367.
Не ходи, конь, да в зеленый сад,
Ой, не пей, конь, ключевой воды,
Ой, не ешь, конь, зеленóй травы!
В ключе девица умывалася,
Красоте своей дивовалася:
«Красота ты моя красотушка!
Да кому, красота, ты достанешься:
Аль дворянину, аль мещанину,
Аль тому гостю приезжему?»
— Ни дворянину, ни мещанину,
Ни тому гостю приезжему:
Гробовым доскам, рассыпным пескам.
368.
На селе два брата — и живут богато;
Вот они на диво наварили пива:
Всех, кто побогаче, — всю родню созвали;
За сестрой богатой трех послов послали,
А сходить за бедной людям наказали.
Ой, сестру-богачку на поле встречают,
А беднягу в хате сидя принимают.
К образам богачку в угол посадили,
А бедняге к печке место уделили.
Ой, сестру-богачку медом угощают,
А бедняге водку в чарку наливают.
Ночевать богачку братья приглашают,
А беднягу к ночи за дверь провожают.
По двору богачка веселится-скачет,
А сестра-бедняга в темном лесе плачет.
«Братцы, торопитесь, на коней садитесь,
Ее догоняйте, к образам сажайте,
Больше, чем самой мне, ей вы угождайте!»
369.
В чистом поле снег валится,
По сырой земле ложится.
Сына мать благословляет,
В путь-дорогу снаряжает.
Ах ты, мать моя родная,
Мать моя ты дорогая!
Я твое всё горе знаю:
В край далекий уезжаю,
Мать-старуху покидаю,
И с коня-то не слезаю,
Из стремен не вынимаю
Ног усталых — уезжаю
Прямо к тихому Дунаю.
Ой, Дунай, река большая!
Что ты мутная такая?
Аль волна тебя разбила,
Аль лебедка помутила?
— Нет, меня гранаты, пули
Помутили и раздули,
Чрез Дунай перелетая,
В молодцов да попадая,
С плеч головушки срывая,
Тело белое валяя. —
Ох вы, кони вороные,
Мои кони дорогие!
Что не пьете из Дунаю —
Я того не разгадаю.
Ой, не пьют они — вздыхают,
Глаз с заречья не спускают:
Как там молодцы гуляют,
Как друг друга убивают;
Как текут там, протекают
Речки алыми струями,
А ручьи текут слезами,
Как мосты там настилают
Человечьими телами.
370.
Бузина с малиною
Разом зацвела;
Мать в ту пору раннюю
Сына родила,
Не спросившись разума,
В службу отдала,
В войско, во солдатушки,
В сторону чужую.
Села, села матушка
На гору крутую
И оттуда крикнула
Громким голоском:
«Дитятко, что маешься?
Плачешь ты о чем?
Ходишь так невесело,
Ходишь да крушишься».
— «Матушка родимая,
Как развеселишься!
Чуждая сторонушка
Сушит, сокрушает,
Наши командирушки
Без вины ругают».
<1871>
371. Римская элегия
Слышишь? веселые клики с Фламинской дороги несутся:
Идут с работы домой в дальнюю землю жнецы.

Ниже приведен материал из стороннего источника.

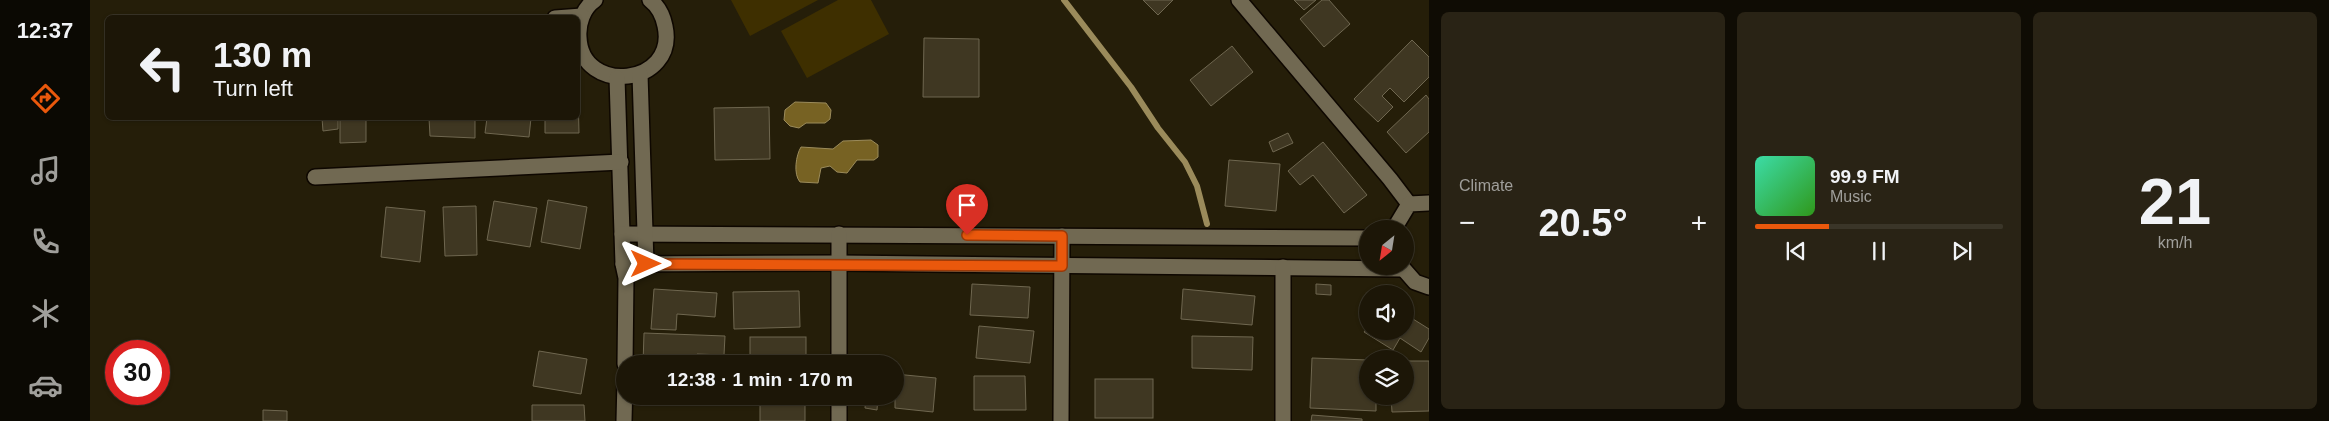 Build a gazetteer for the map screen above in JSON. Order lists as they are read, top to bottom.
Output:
{
  "north": "bottom left",
  "page": {
    "tabs": "12:37",
    "tile": [
      "Climate",
      ["21", "km/h"]
    ],
    "turn": ["130 m", "Turn left"],
    "song": ["99.9 FM", "Music"],
    "heat": ["−", "20.5°", "+"],
    "limit": "30",
    "trip": "12:38 · 1 min · 170 m"
  }
} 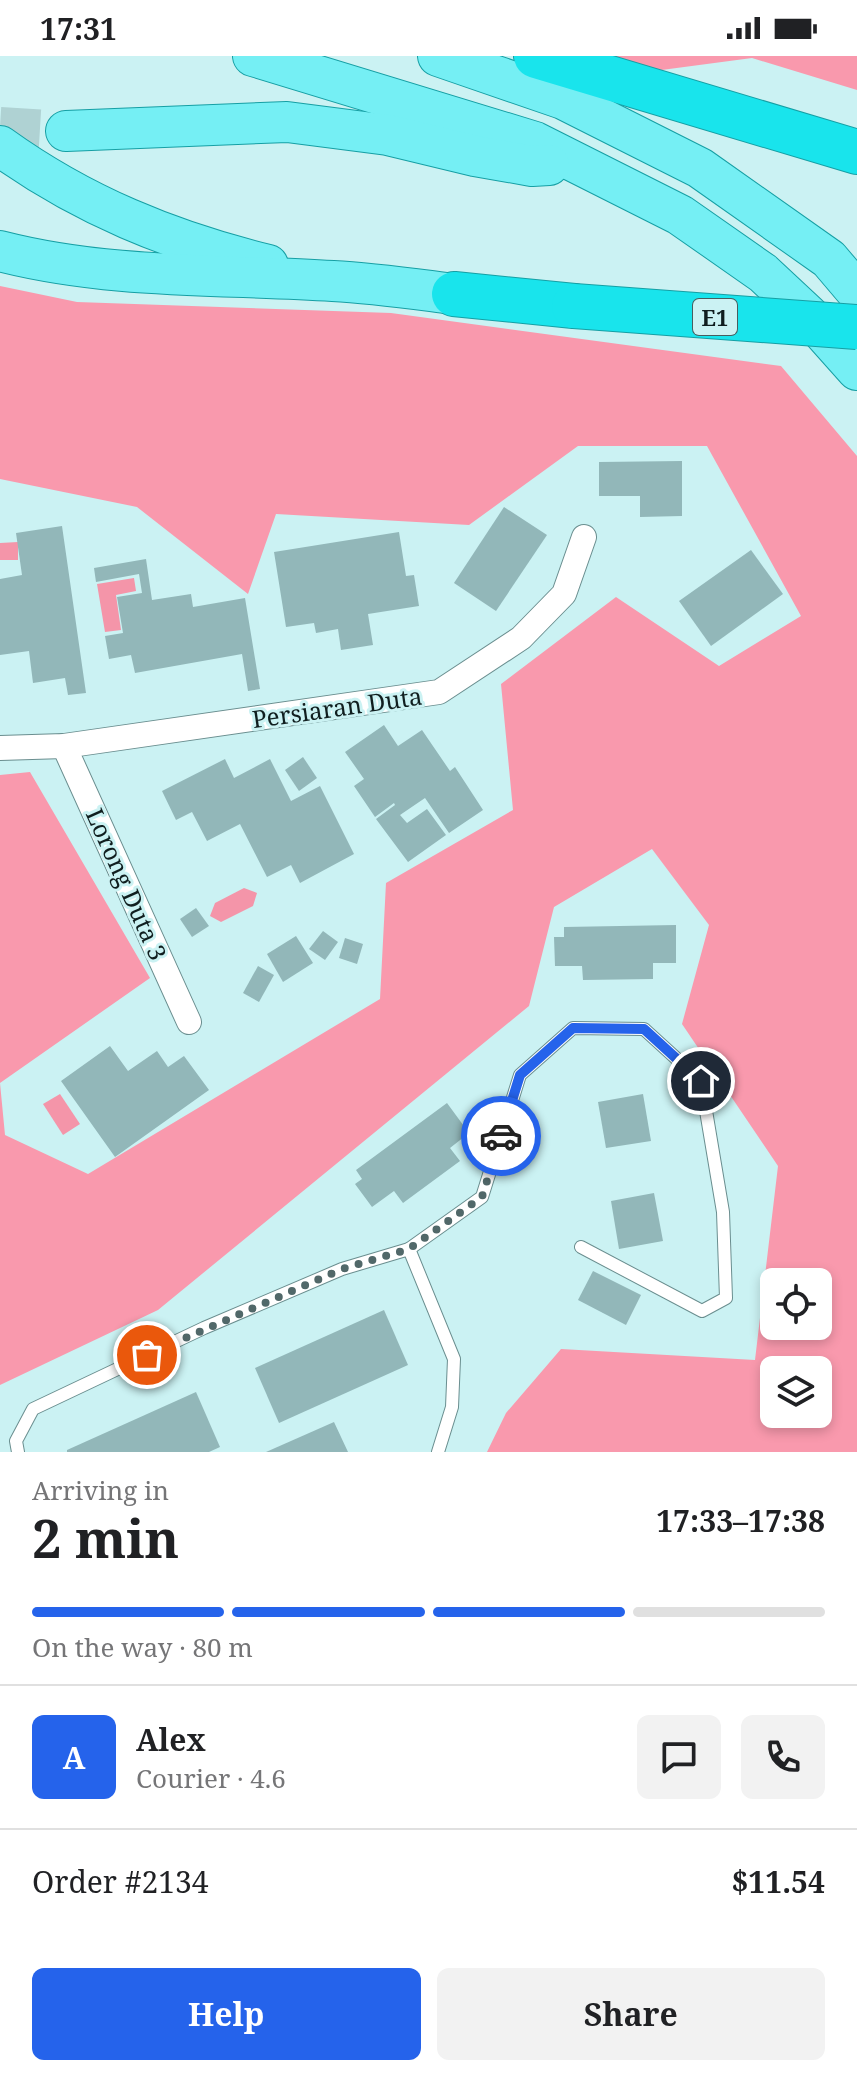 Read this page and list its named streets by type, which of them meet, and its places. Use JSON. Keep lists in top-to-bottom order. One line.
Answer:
{"streets":{"highway":["E1"],"street":["Persiaran Duta","Lorong Duta 3"]},"crossings":[["Persiaran Duta","Lorong Duta 3"]],"page":{"status":"17:31","heading":["2 min","Arriving in","17:33–17:38"],"panel":["Alex","Courier · 4.6","Order #2134","$11.54"],"bar":"On the way · 80 m","round":"A","buttons":["Help","Share"]}}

Кончили жатву для римлян они; не свивает
Сам надменный квирит доброй Церере венка.
Праздников более нет во славу великой богини,
Давшей народу взамен желудя — хлеб золотой.

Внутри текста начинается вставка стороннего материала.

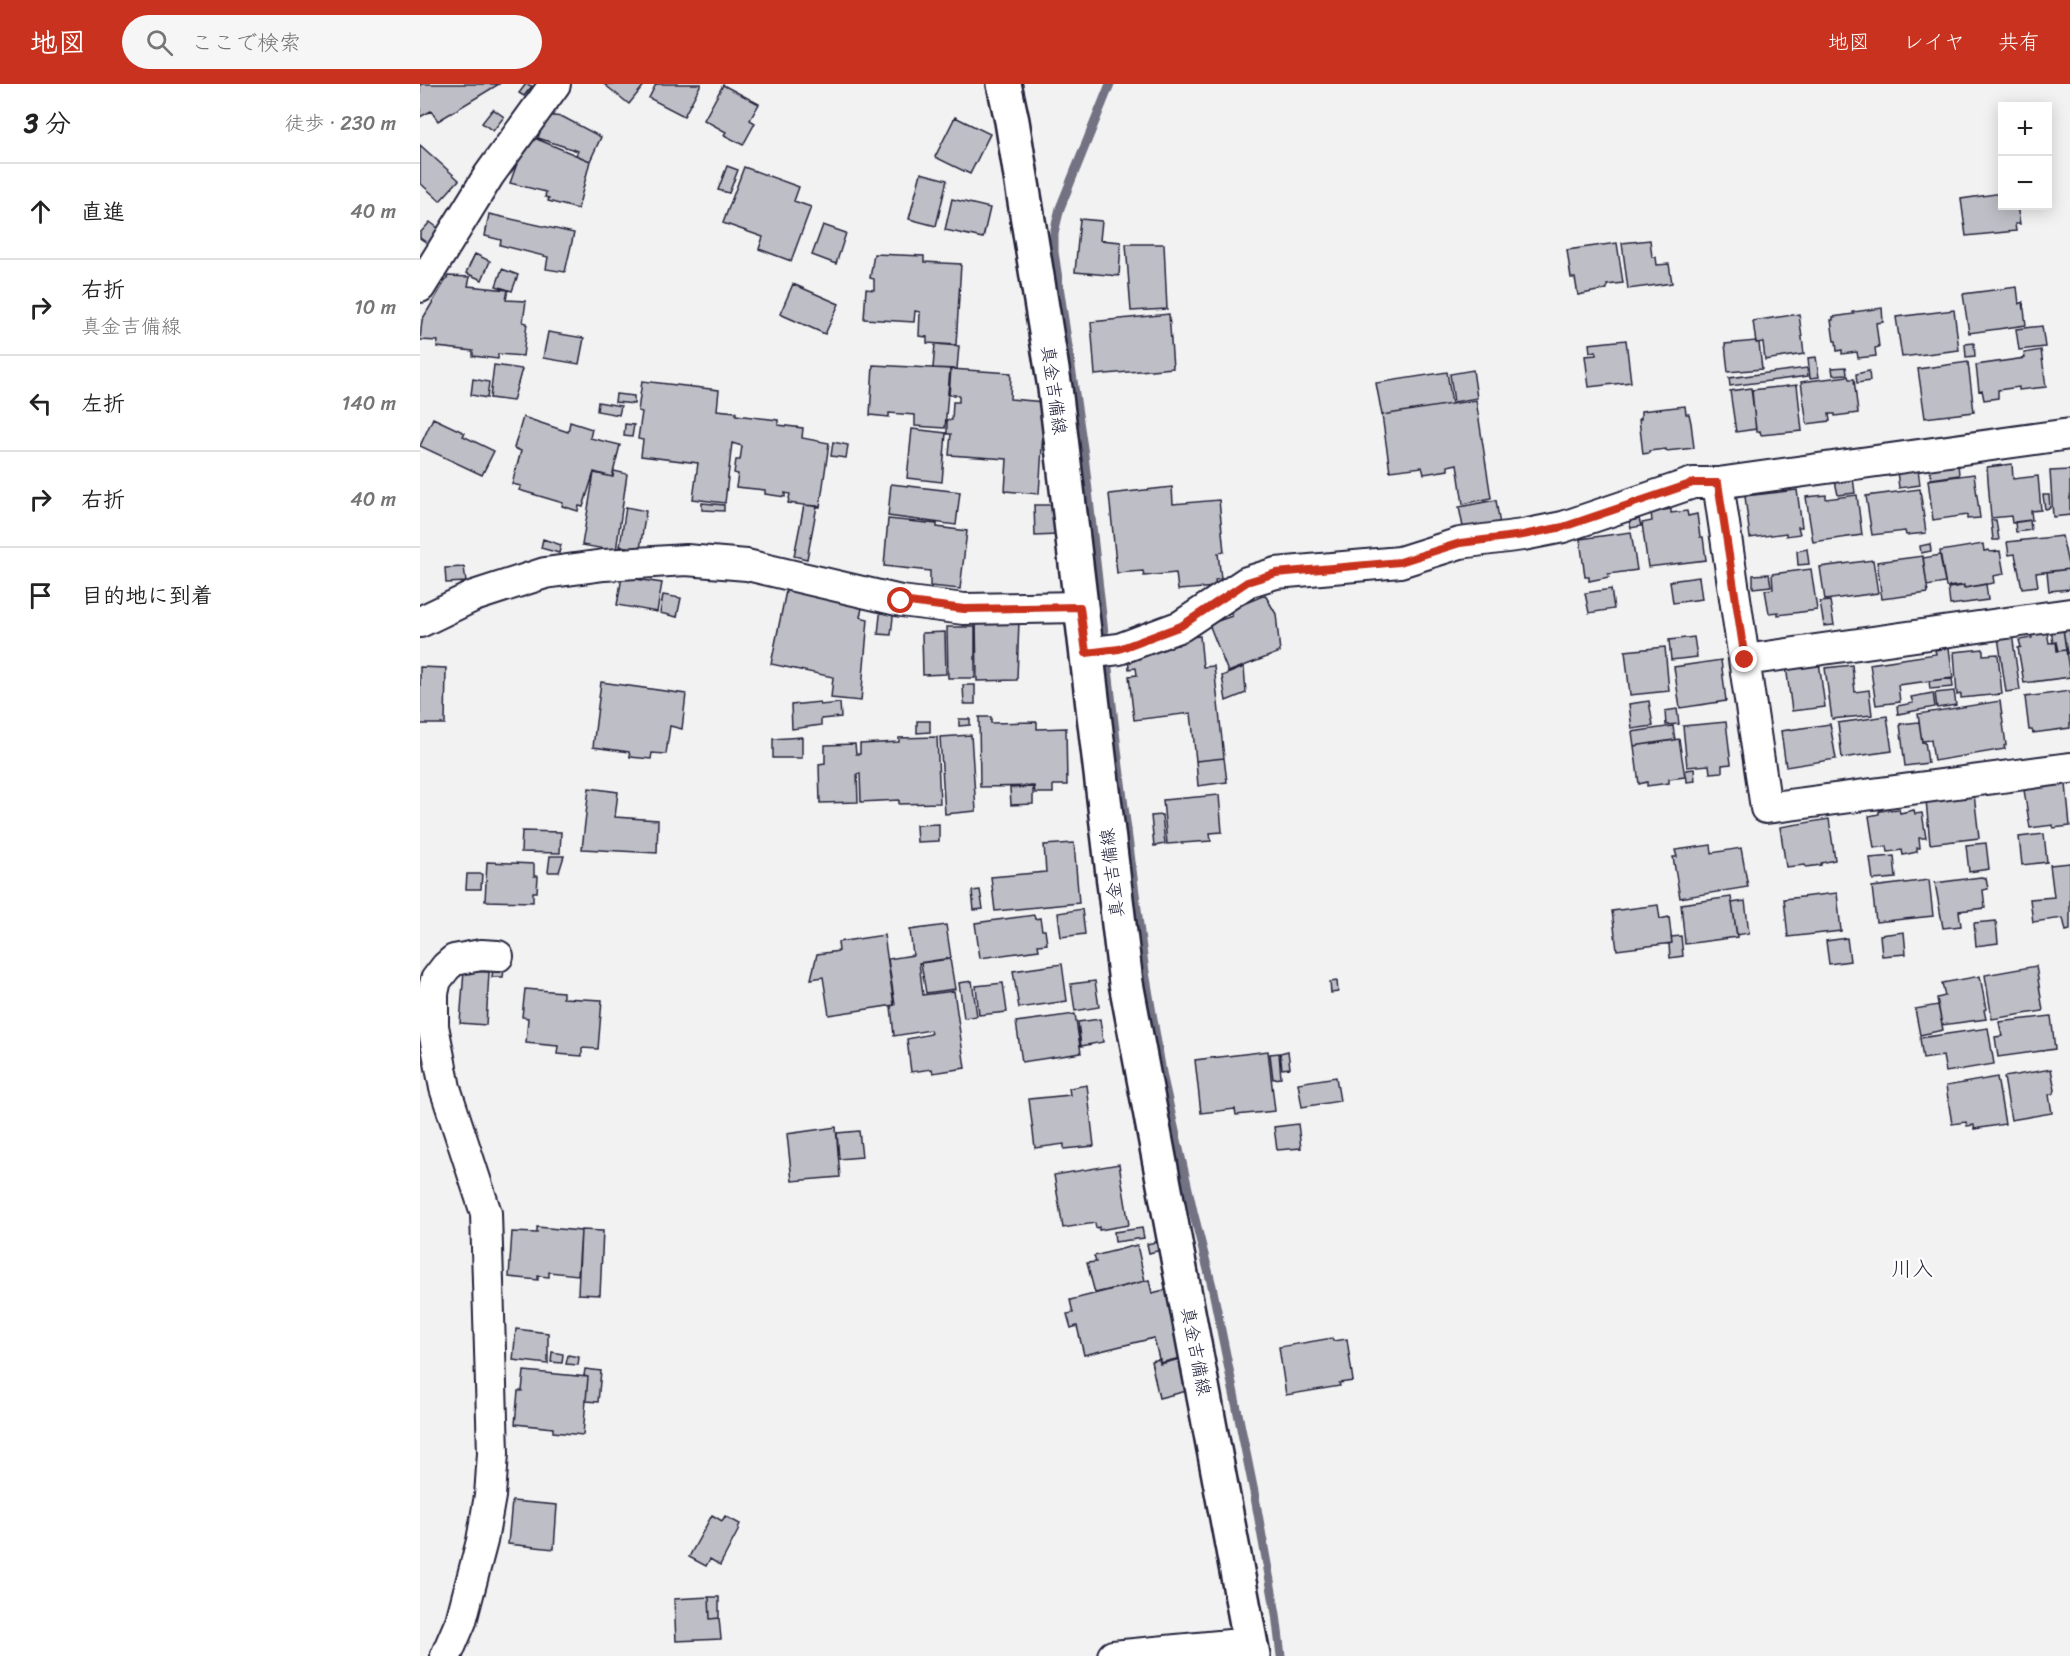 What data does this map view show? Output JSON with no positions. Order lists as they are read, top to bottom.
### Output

Мы же с тобою вдвоем отпразднуем радостный праздник.
Друг для друга теперь двое мы целый народ.
Так — ты слыхала не раз о тайных пирах Элевзиса:
Скоро в отчизну с собой их победитель занес.
Греки ввели тот обряд, и греки, все греки взывали
Даже в римских стенах: «К ночи спешите святой!»
Прочь убегал оглашенный; сгорал ученик ожиданьем,
Юношу белый хитон — знак чистоты — покрывал.
Робко в таинственный круг он входил: стояли рядами
Образы дивные; сам — словно бродил он во сне.
Змеи вились по земле; несли цветущие девы
Ларчик закрытый; на нем пышно качался венок
Спелых колосьев; жрецы торжественно двигались — пели…
Света с тревожной тоской, трепетно ждал ученик.
Вот — после долгих и тяжких искусов — ему открывали
Смысл освященных кругов, дивных обрядов и лиц…
Тайну — но тайну какую? не ту ли, что тесных объятий
Сильного смертного ты, матерь Церера, сама
Раз пожелала, когда свое бессмертное тело
Всё — Язиону царю ласково всё предала.
Как осчастливлен был Крит! И брачное ложе богини
Так и вскипело зерном, тучной покрылось травой.
Вся ж остальная зачахла земля… забыла богиня
В час упоительных нег — свой благодетельный долг.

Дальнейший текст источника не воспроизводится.